Kullandığımız içme sularının üzerinde yazan Ph değerlerini mutlaka okumamız ve yüksek Ph'lı suları tercih etmemiz çok önemlidir. Ayrıca suya damlatılan PH arttırıcılar kullanılabilir. 1.5 litre suya bir tatlı kaşığı karbonat, ekleyerek de, içtiğimiz suyun ph değerini bir nebze arttırabiliriz.
Alkali beslenmenin ikinci adımı, yüksek, orta ve hafif alkali gıdalara ağırlık vererek, yüksek, orta, ve hafif asidik gıdaların daha az tüketildiği bir beslenme disiplinini benimsemektir.

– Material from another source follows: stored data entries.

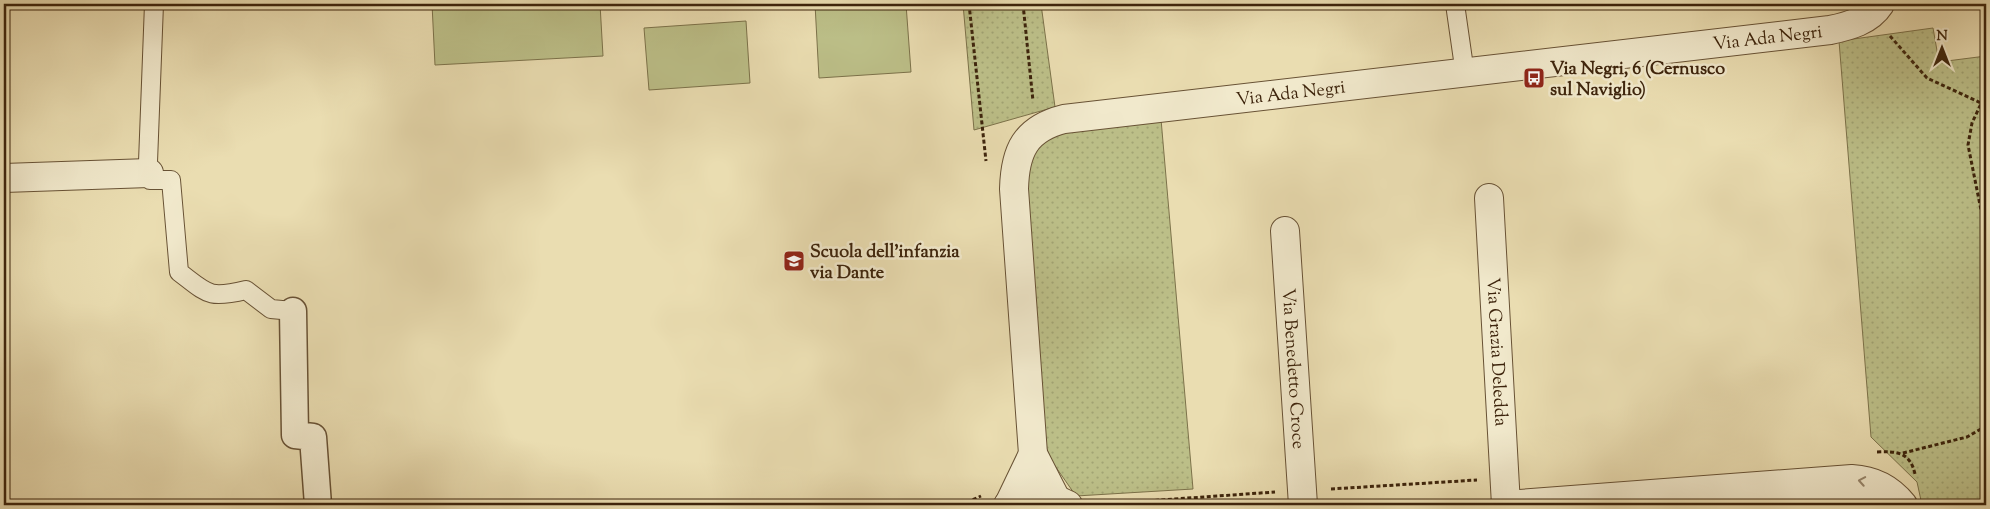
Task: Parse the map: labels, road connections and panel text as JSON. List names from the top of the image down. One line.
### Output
{"streets":{"street":["Via Ada Negri","Via Grazia Deledda","Via Benedetto Croce"]},"places":{"bus stop":["Via Negri, 6 (Cernusco sul Naviglio)"],"school or university":["Scuola dell'infanzia via Dante"]},"north":"top"}
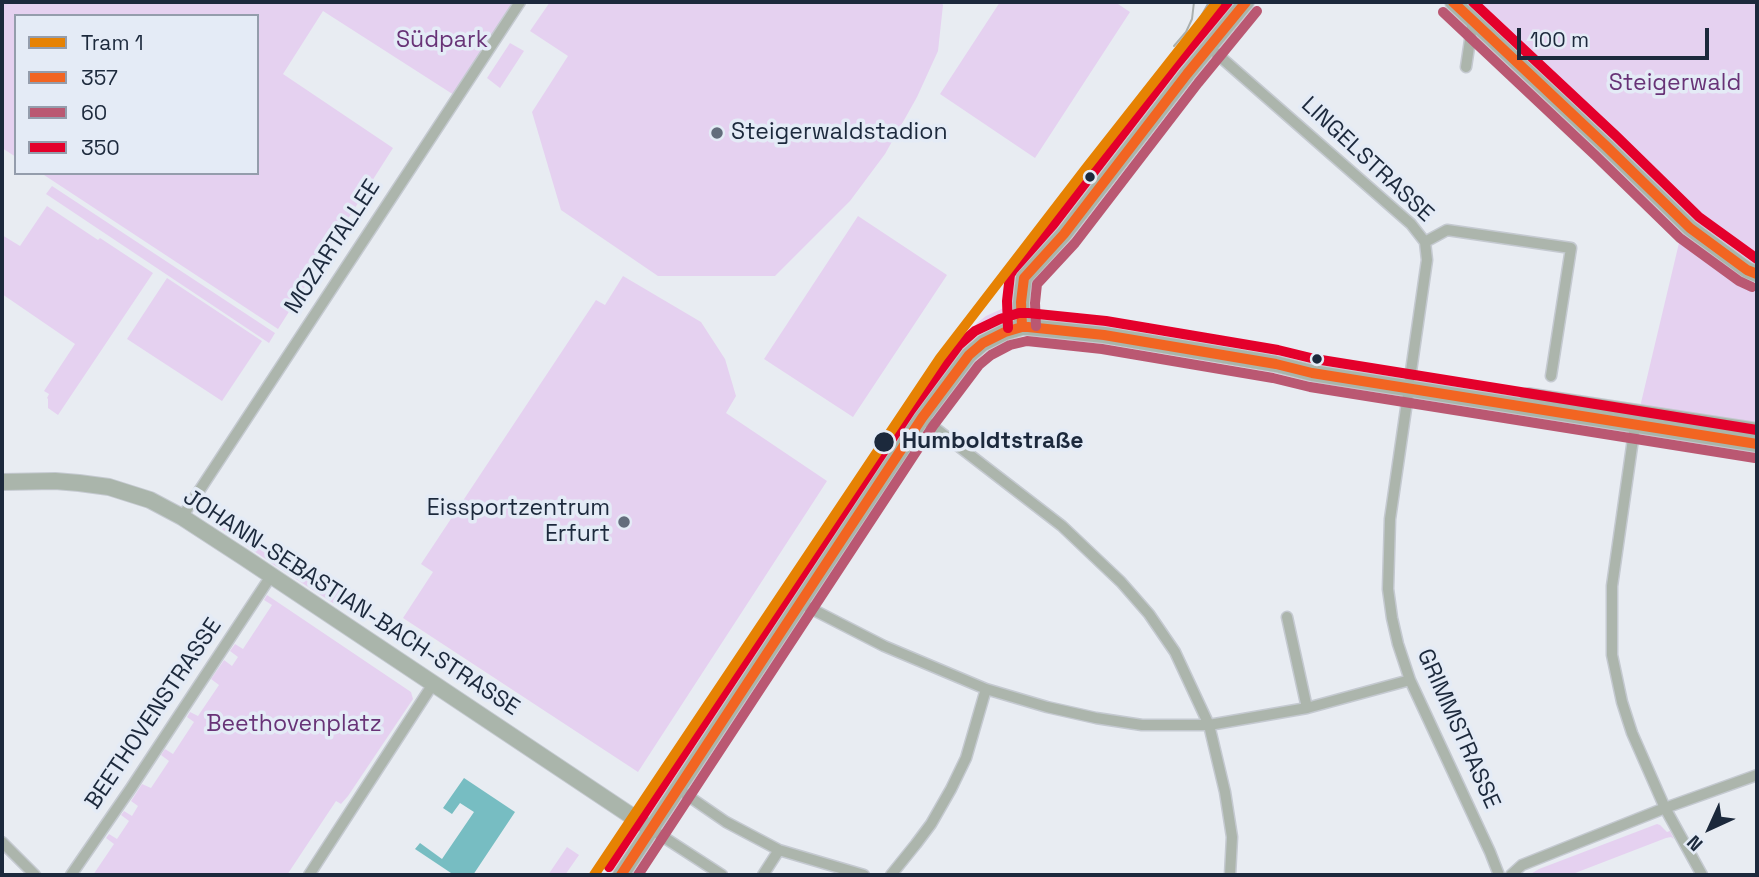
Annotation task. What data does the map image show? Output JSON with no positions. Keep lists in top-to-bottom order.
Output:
{
  "streets": {
    "main road": ["JOHANN-SEBASTIAN-BACH-STRASSE"],
    "street": [
      "LINGELSTRASSE",
      "MOZARTALLEE",
      "BEETHOVENSTRASSE",
      "GRIMMSTRASSE"
    ]
  },
  "crossings": [
    ["LINGELSTRASSE", "GRIMMSTRASSE"],
    ["MOZARTALLEE", "JOHANN-SEBASTIAN-BACH-STRASSE"],
    ["JOHANN-SEBASTIAN-BACH-STRASSE", "BEETHOVENSTRASSE"]
  ],
  "parks": ["Südpark", "Steigerwald", "Beethovenplatz"],
  "places": ["Steigerwaldstadion", "Humboldtstraße", "Eissportzentrum Erfurt"],
  "lines": [
    "tram line 1",
    "transit line 357",
    "transit line 350",
    "transit line 60"
  ],
  "legend": [
    "Tram 1",
    "357",
    "60",
    "350"
  ],
  "scale_bar": "100 m",
  "north": "bottom left"
}
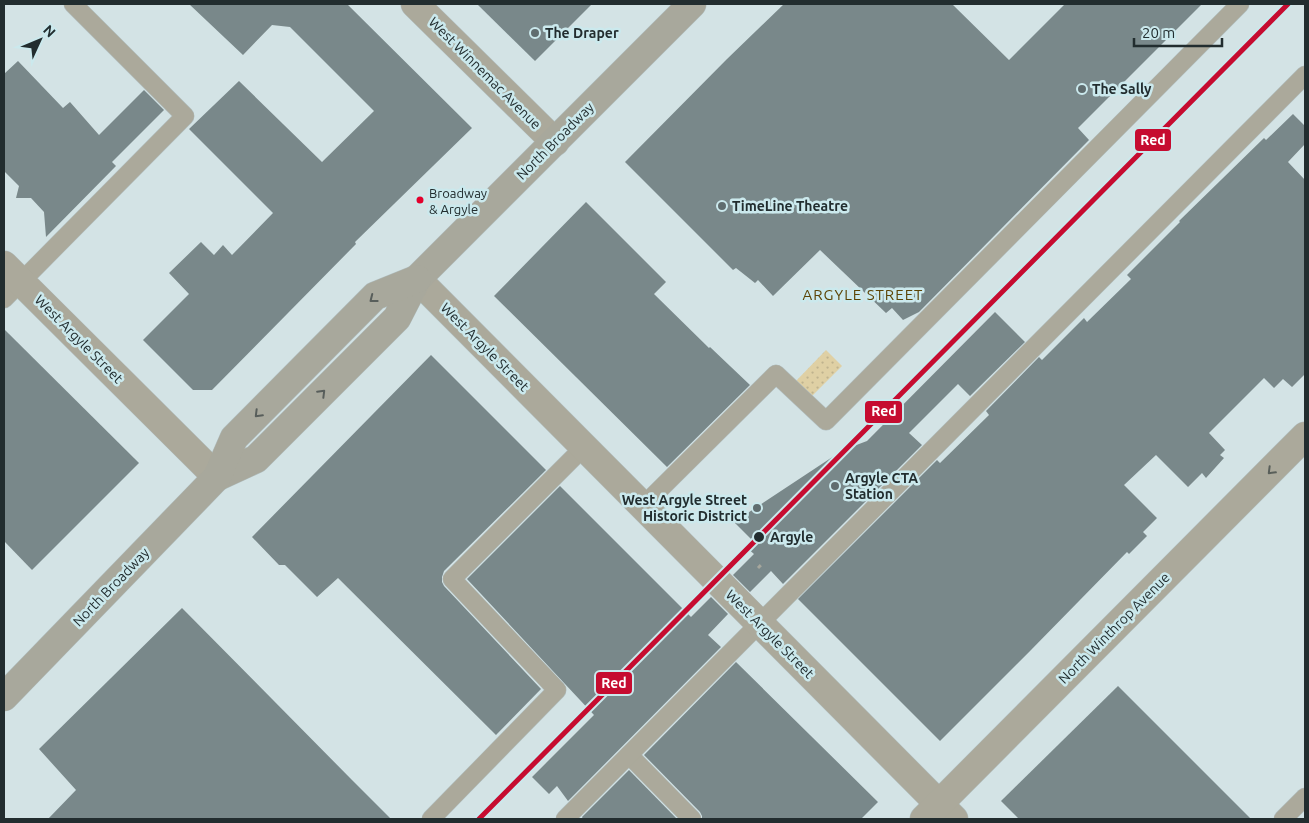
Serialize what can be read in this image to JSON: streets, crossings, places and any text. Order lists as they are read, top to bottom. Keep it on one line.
{"streets":{"main road":["North Broadway"],"street":["West Winnemac Avenue","West Argyle Street","North Winthrop Avenue"]},"crossings":[["West Winnemac Avenue","North Broadway"],["North Broadway","West Argyle Street"],["West Argyle Street","North Winthrop Avenue"]],"one_way":["North Winthrop Avenue"],"districts":["ARGYLE STREET"],"places":["The Draper","The Sally","Broadway & Argyle","TimeLine Theatre","Argyle CTA Station","West Argyle Street Historic District","Argyle"],"lines":["transit line Red"],"scale_bar":"20 m","north":"top right"}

Yüksek alkali yiyecekler: Salatalık, Buğday çimi, Karahindiba, Ispanak, Maydanoz, Brokoli, Siyah turp, Kırmızı biber, Soya filizi, Kırmızı turp, Pazı,  Zencefil,  Zerdeçal, Çörek otu, Isırgan otu, Nane, Kekik.

Orta düzeyde alkali yiyecekler: Kereviz, Marul, Pancar, Sarımsak, Havuç, Domates, Roka, Maydanoz, Kuru soğan, Taze yeşil fasulye, Beyaz lahana, Kara lahana, Kuzu kulağı, Limon, Avakado, Ham muz, Ekşi kiraz, Greyfurt, Hindistan cevizi, Badem, Kimyon, Ay çekirdeği, Kabak çekirdeği, Susam, Keten tohumu, Zeytinyağ, Kuru fasulye, Soya filizi.

Hafif alkali yiyecekler: Enginar, Karnabahar, Taze bezelye, Brüksel lahanası, kabak, Kuşkonmaz, Patates, Pırasa, Şalgam, Patlıcan, Fesleğen, Kişniş, Taze soğan, Bakla, Mantar, Bamya, Bal kabağı, Kara buğday, Bulgur, Mercimek, Keçi sütü, Karpuz, Kavun, Nektarin, Hurma, Ahududu, Böğürtlen, Erik, Çilek,Yaban mersini, Kuş üzümü.

Yüksek asidik yiyecekler:  Türk kahvesi, Diğer kahveler, Siyah çay, Kakao, Bal, Reçel, Tatlılar, Hardal, Soya sosu, Sirke, Maya, Dana eti, Tavuk eti, Hindi eti, Yumurta, Kuzu eti, Kabuklu deniz hayvanları, Peynir, Sakatatlar, İnek sütü, Yapay tatlandırıcı, Rafine şeker, Sucuk, Maden suyu, Çikolata, Dondurma.

Orta düzeyde asidik yiyecekler: Buğday, Kepek ekmeği, Çavdar ekmeği, Beyaz ekmek, Yulaf, Tereyağ, Doğal meyve suları, Balık, Ayva, Nar, Armut, Üzüm, Elma, Kayısı, Muz, Ananas, Kuşburnu, Kuru meyveler, Kızılcık, Ceviz, Kaju, Antep fıstığı, Yer fıstığı.

Hafif asidik yiyecekler: Nohut, Barbunya, Soya fasulyesi, Pirinç, Soya sütü, Tatlı su balığı, Kestane, Fındık, Ay çiçek yağı, Bitki çaylar, Mandalina, Olgun üzüm, Mango, Papaya, Şeftali,İncir, Kivi.